What the task asks → Transcribe all of the data verbatim, please, and leave out its pictures.

Information provided →
========================

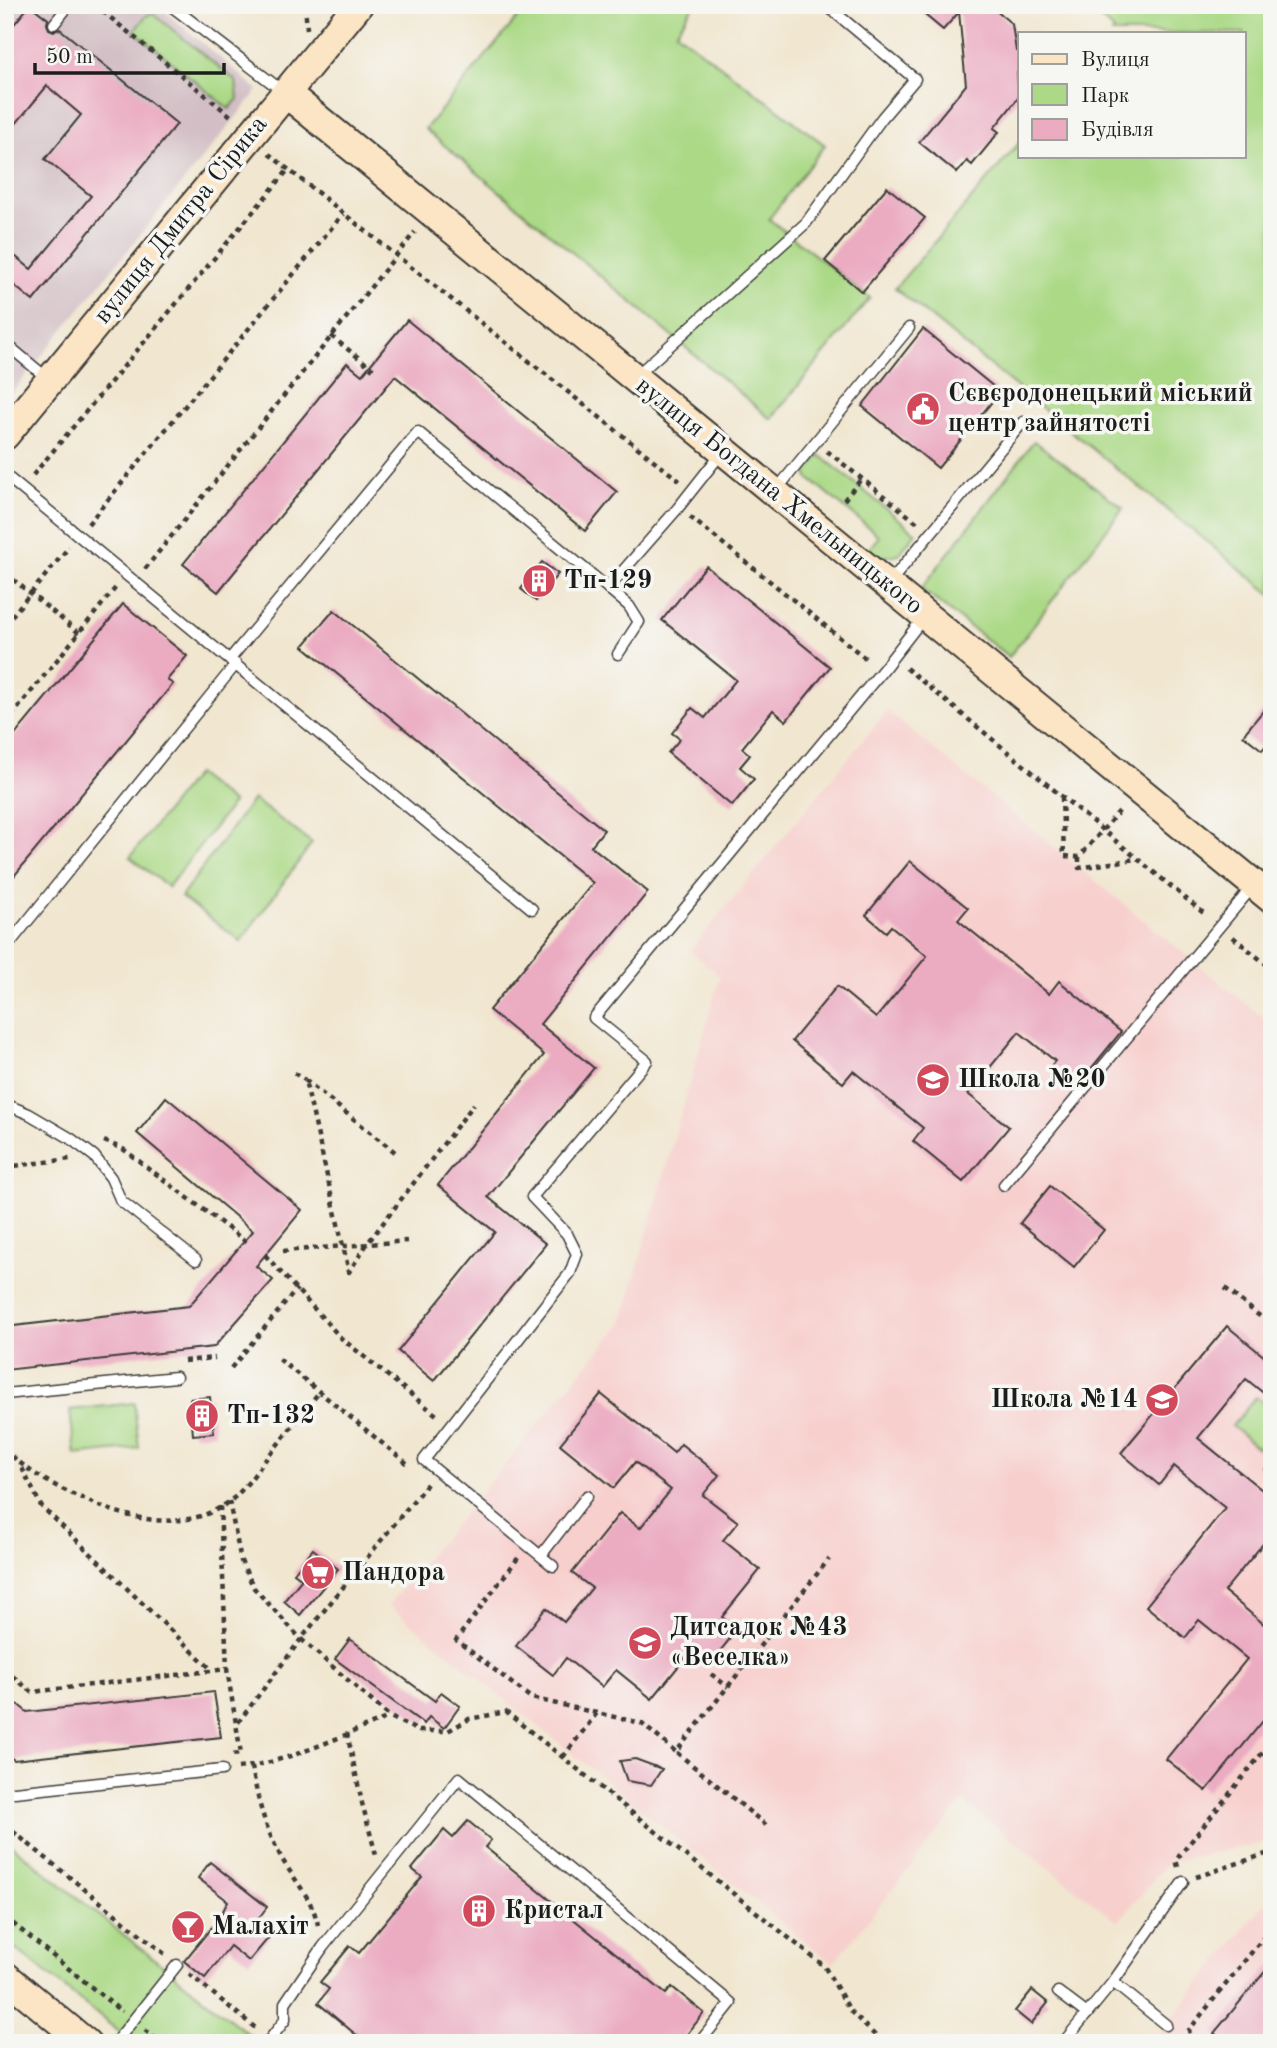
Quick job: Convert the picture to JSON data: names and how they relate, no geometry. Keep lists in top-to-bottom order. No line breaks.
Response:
{"streets":{"street":["вулиця Дмитра Сірика","вулиця Богдана Хмельницького"]},"crossings":[["вулиця Дмитра Сірика","вулиця Богдана Хмельницького"]],"places":{"public building":["Сєвєродонецький міський центр зайнятості"],"building":["Тп-129","Тп-132","Кристал"],"school or university":["Школа №20","Школа №14","Дитсадок №43 «Веселка»"],"supermarket":["Пандора"],"bar":["Малахіт"]},"legend":["Вулиця","Парк","Будівля"],"scale_bar":"50 m"}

========================

Answer to this task →
Quick job: Convert the picture to JSON data: names and how they relate, no geometry. Keep lists in top-to-bottom order. No line breaks.
Response:
{"streets":{"street":["вулиця Дмитра Сірика","вулиця Богдана Хмельницького"]},"crossings":[["вулиця Дмитра Сірика","вулиця Богдана Хмельницького"]],"places":{"public building":["Сєвєродонецький міський центр зайнятості"],"building":["Тп-129","Тп-132","Кристал"],"school or university":["Школа №20","Школа №14","Дитсадок №43 «Веселка»"],"supermarket":["Пандора"],"bar":["Малахіт"]},"legend":["Вулиця","Парк","Будівля"],"scale_bar":"50 m"}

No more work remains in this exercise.